As far as I can tell, this is the reason behind considering convex sets. This makes convexity pretty central: laws are very central, and now we are assuming that every law is a convex set in the space of probability distributions.
Vanessa said that her guess is yes. In the terms of the linked Arbital article, IB is intended to be an example of “There could be some superior alternative to probability theory and decision theory that is Bayesian-incoherent”. Personally, I don’t know, I think that the article’s “A cognitively powerful agent might not be sufficiently optimized” possibility feels more likely in the current paradigm, I can absolutely imagine the first AIs to become a world-ending threat not being very coherent. Also, IB is just an ideal, real-world smart agents will be at best approximations of infra-Bayesian agents (same holds for Bayesianism). Vanessa’s guess is that understanding IB better will still give us useful insights into these real-world models if we view them as IB approximations, I’m pretty doubtful, but maybe. Also, I feel that the problem I write about in my post on the monotonicity principle points at some deeper problem in IB which makes me doubtful whether sufficiently optimized agents will actually use (approximations of) the minimax thinking prescribed by IB.
Regarding 4: given that infra-Bayesianism is maximally paranoid, shouldn’t it have lower performance relative to decision-making theories like regular Bayes under many non-adversarial conditions? If the training set does not contain many instances of adversarial information, then shouldn’t we expect agents to adopt Bayes instead of infra-Bayes?

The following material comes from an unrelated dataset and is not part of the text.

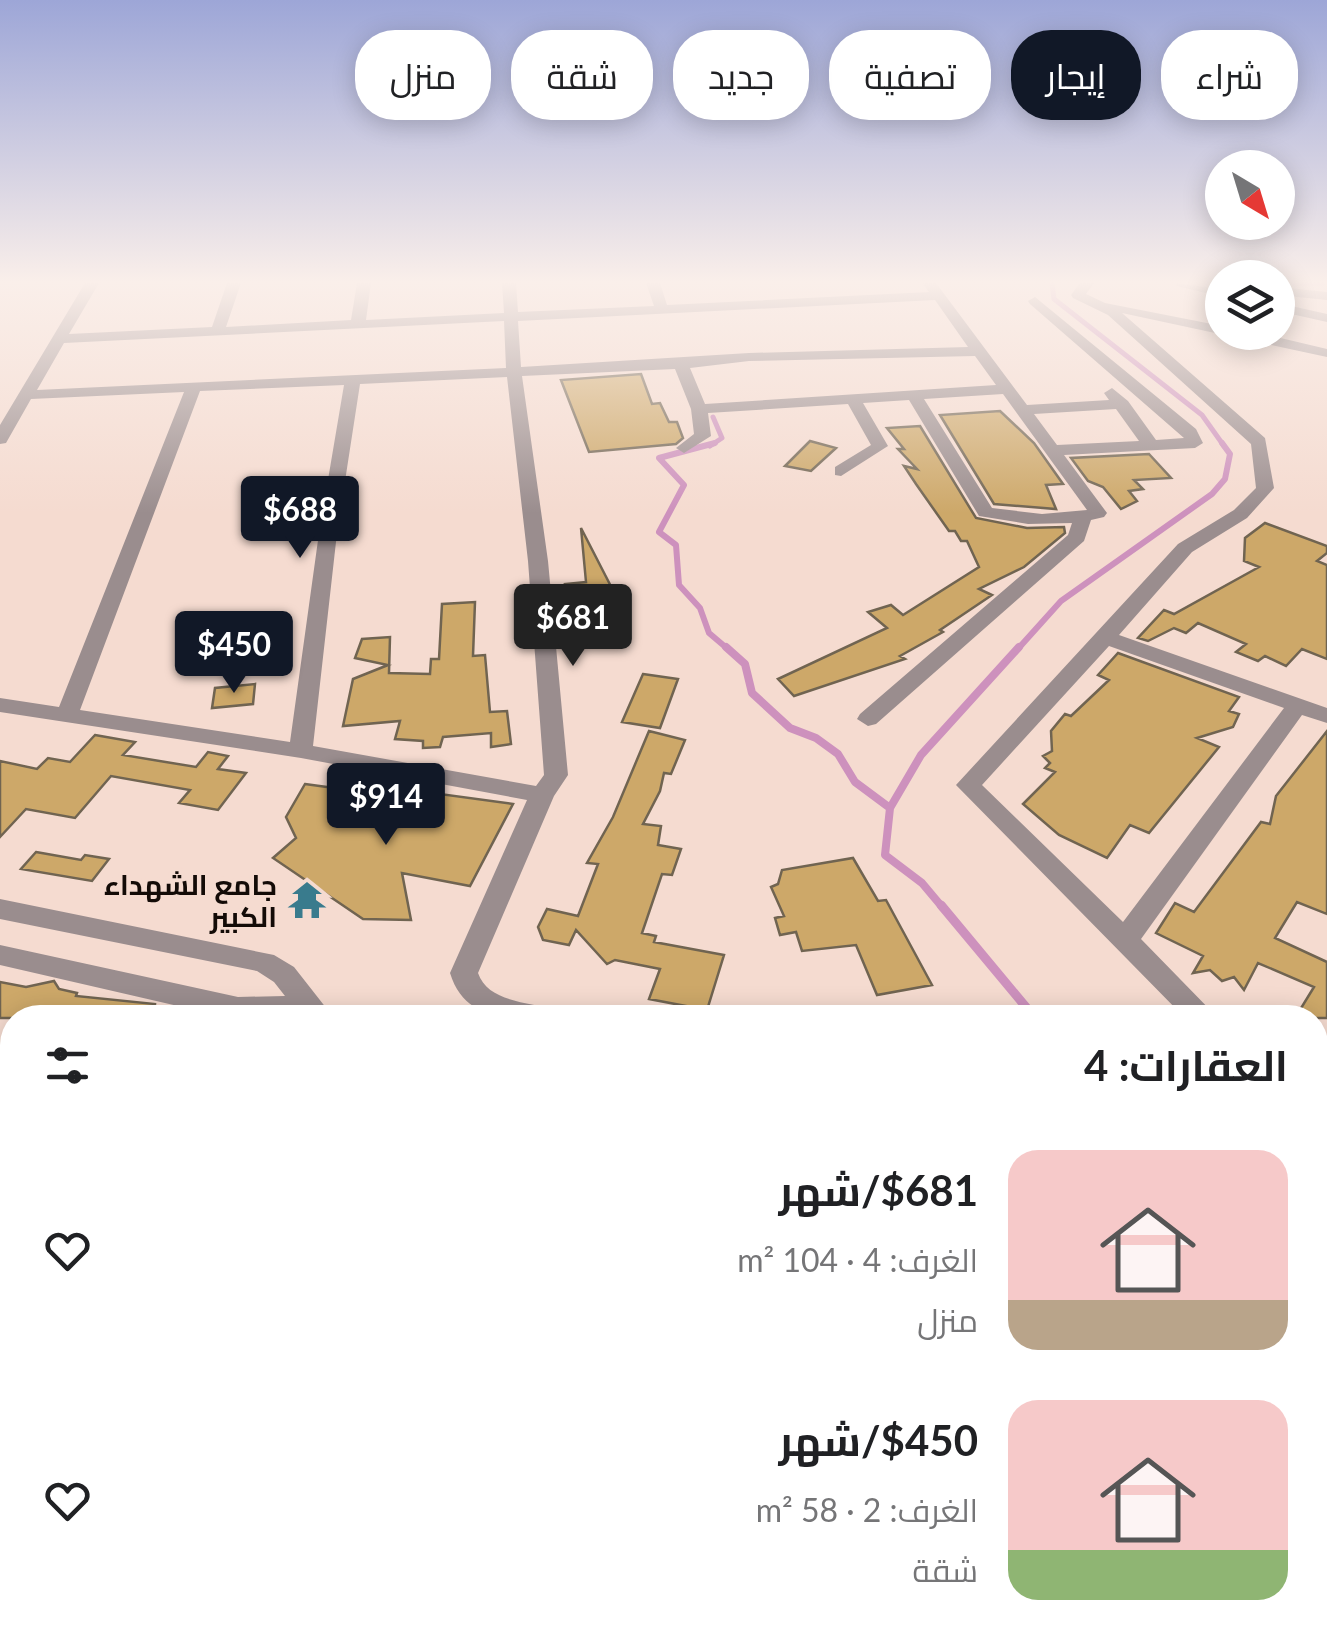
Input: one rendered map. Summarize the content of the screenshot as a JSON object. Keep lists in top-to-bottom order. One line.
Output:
{"places":{"temple":["جامع الشهداء الكبير"]},"north":"bottom right","page":{"chip":["شراء","إيجار","تصفية","جديد","شقة","منزل"],"price":["$688","$681","$450","$914"],"heading":"العقارات: 4","list":[{"name":"$681/شهر","note":"الغرف: 4 · 104 m² · منزل"},{"name":"$450/شهر","note":"الغرف: 2 · 58 m² · شقة"}]}}
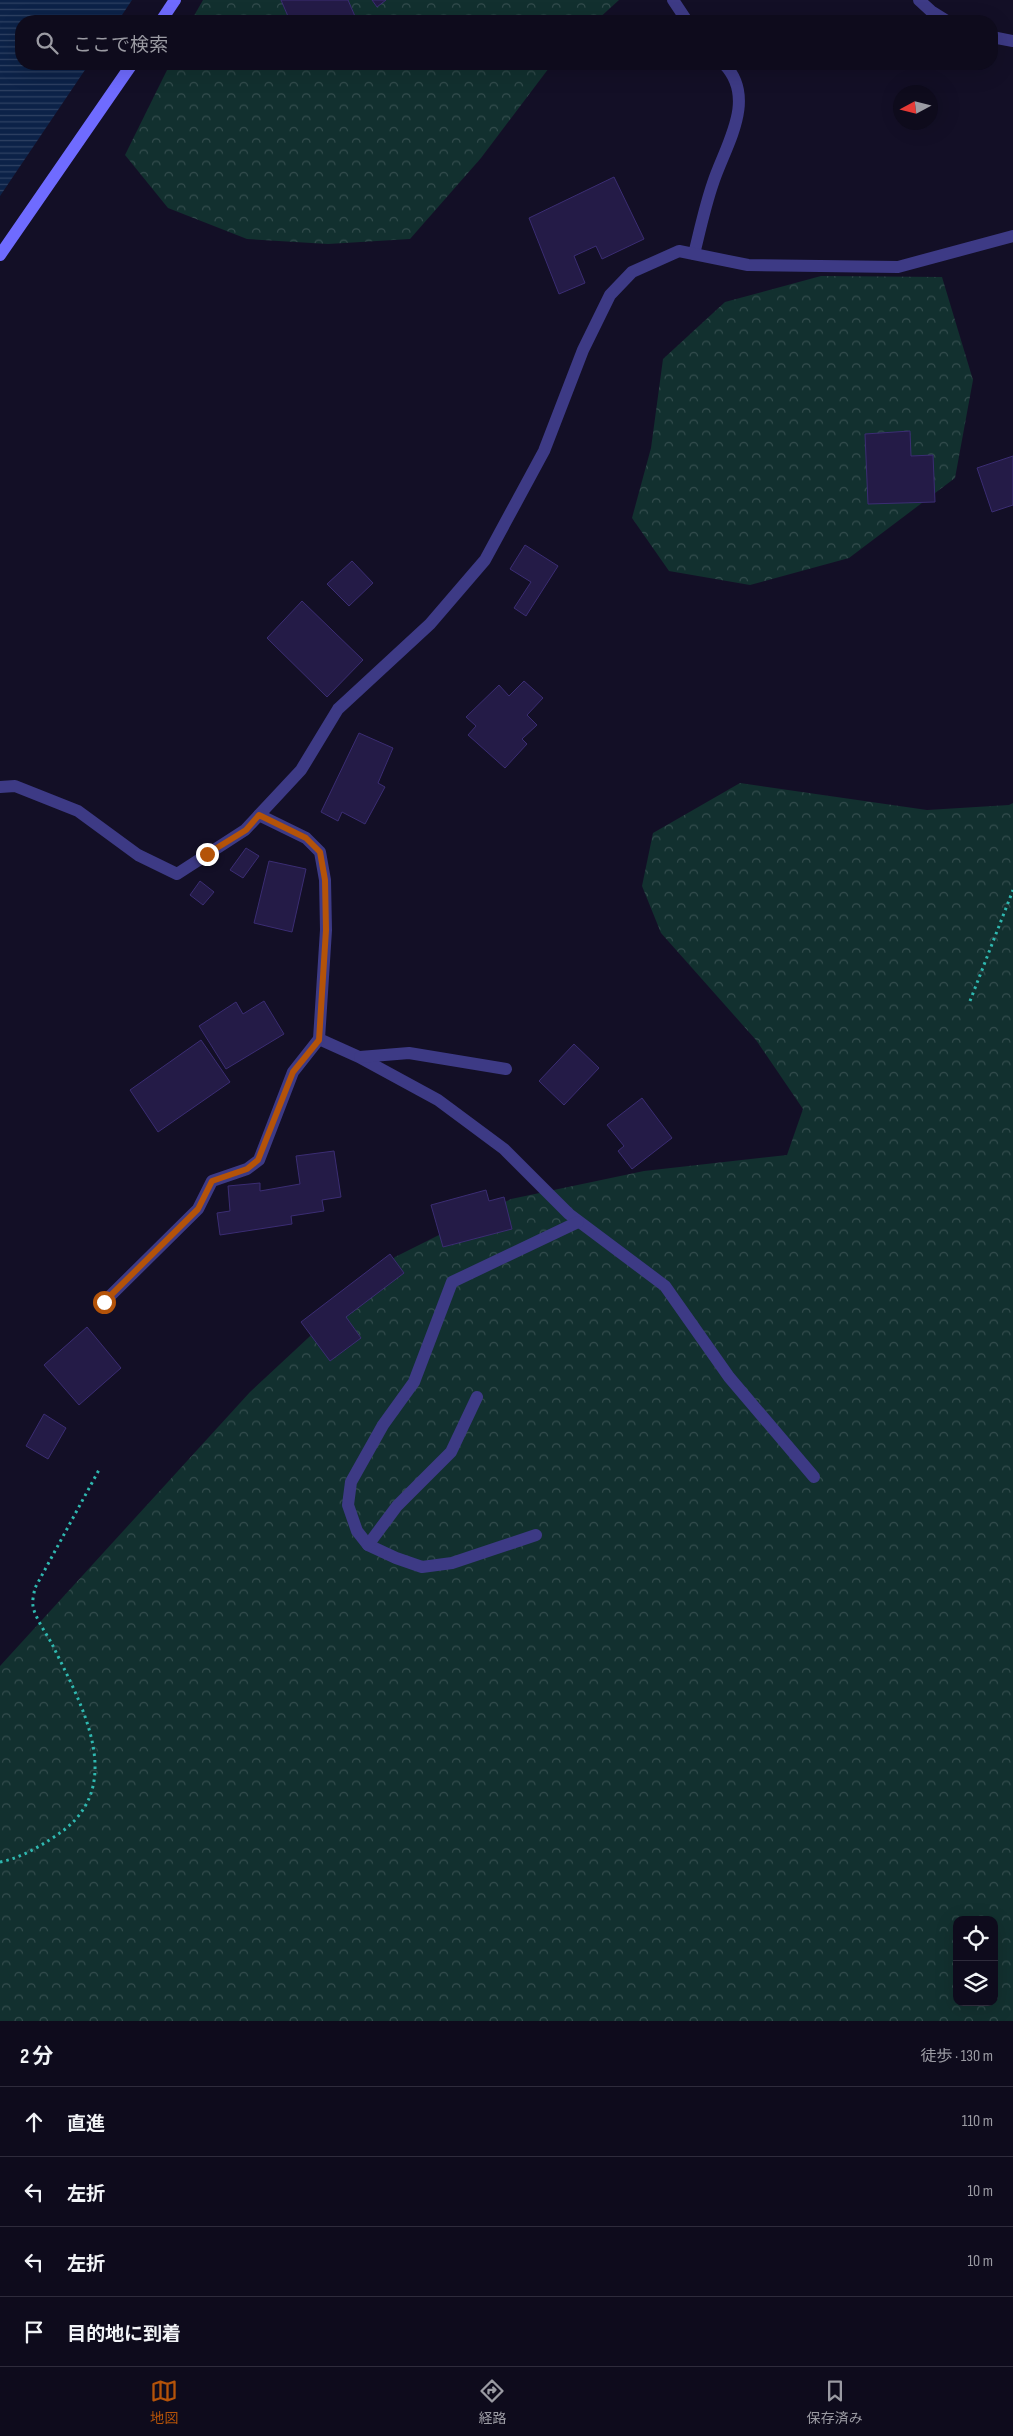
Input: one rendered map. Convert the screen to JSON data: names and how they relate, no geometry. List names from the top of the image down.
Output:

I think Vanessa would argue that “Bayesianism” is not really an option. The non-realizability problem in Bayesianism is not just some weird special case, but the normal state of things: Bayesianism assumes that we have hypotheses fully describing the world, which we very definitely don’t have in real life. IB tries to be less demanding, and the laws in the agent’s hypothesis class don’t necessarily need to be that detailed. I am relatively skeptical of this, and I believe that for an IB agent to work well, the laws in its hypothesis class probably also need to be unfeasibly detailed. So both “adopting Bayes” and “adopting infra-Bayes” fully is impossible. We probably won’t have such a nice mathematical model for the messy decision process a superintelligence actually adopts, the question is whether thinking about it as an approximation of Bayes or infra-Bayes gives us a more clear picture. It’s a hard question, and IB has an advantage in that the laws need to be less detailed, and a disadvantage that I think you are right about it being unnecessarily paranoid. My personal guess is that nothing besides the basic insight of Bayesianism (“the agent seems to update on evidence, sort of following Bayes-rule”) will be actually useful in understanding the way an AI will think.